I have specific memories of the group project with which I was involved during the Introduction to Educational Inquiry Unit. The project explored the reading skills that non-native English-speaking PhD students have adopted to succeed in Master of Education programmes at the Graduate School of Education. I was granted the opportunity to work with classmates from other countries and received guidance and help from the course tutor and assistant. There were a lot of debates, arguments and discussions from choosing the topic, planning the project and conducting the research to analyzing and presenting the results. Although the process did not always go smoothly, it was rewarding and made the dissertation research and writing much easier for me.
Before submitting my dissertation I spent two months travelling alone across Europe and made friends from different parts of the continent. I travelled to Norway, Denmark, Sweden, Holland, Belgium, France, Luxembourg, Germany, Spain, Italy, Switzerland, Greece, Austria, Hungary and the Czech Republic. The art, architecture, natural views, historic places and museums, as well as the people, were all impressive.
I returned to my home country after submitting my dissertation and received a job offer in the following week. I have been working as a Principal since then, running an international high school in Guangdong Province, China. I am responsible for the routine management of the school, focusing on teaching quality and teacher development, student performance and satisfaction, student service and new student enrolment. I finished the probation one month earlier than required and was appointed to manage a bigger school in another city six months later by the headquarters of my company. I am very grateful that the learning and experience at the Graduate School of Education has made me more capable of helping my students.

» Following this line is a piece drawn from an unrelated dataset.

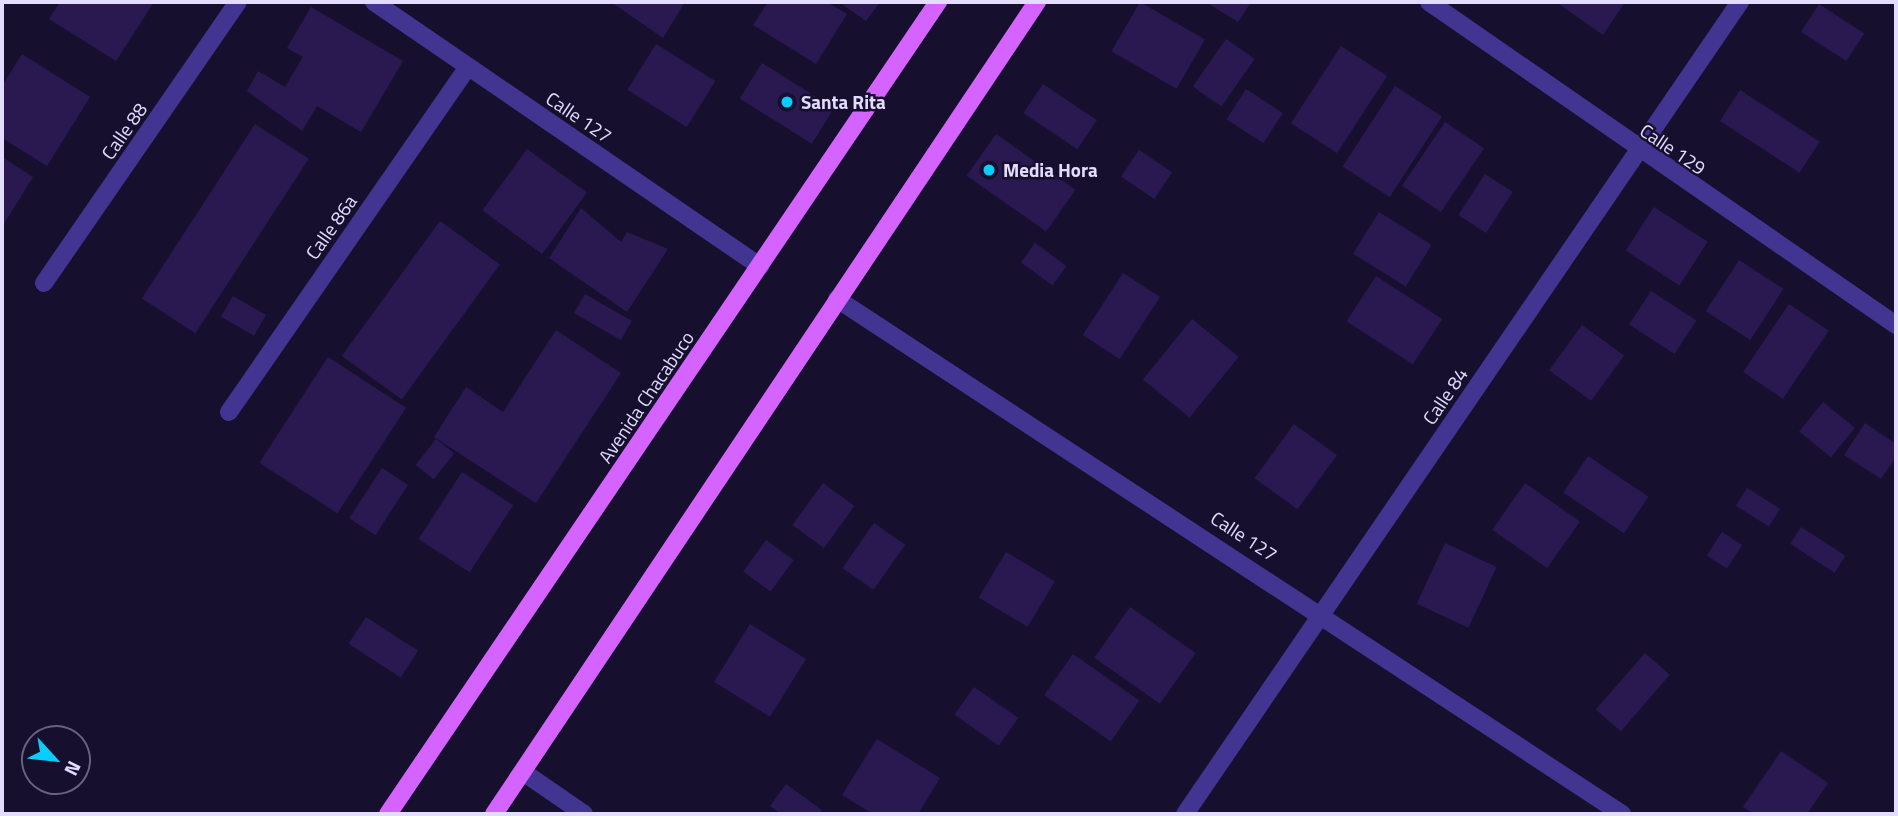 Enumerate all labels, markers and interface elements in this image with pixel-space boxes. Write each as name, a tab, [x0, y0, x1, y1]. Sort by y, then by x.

Studying at Bristol has built up my confidence, deepened my understanding and improved my skills in the field of school management and leadership. It has enabled me to think critically and strategically, improved my academic essay writing skills and taught me about the English schooling system and western culture.
In the future, I want to apply what I have learned to practice and undertake a PhD. If I could give advice to others it would be: work hard, play hard – there is so much to learn, see and experience, but time is so limited. And never underestimate your power to change yourself.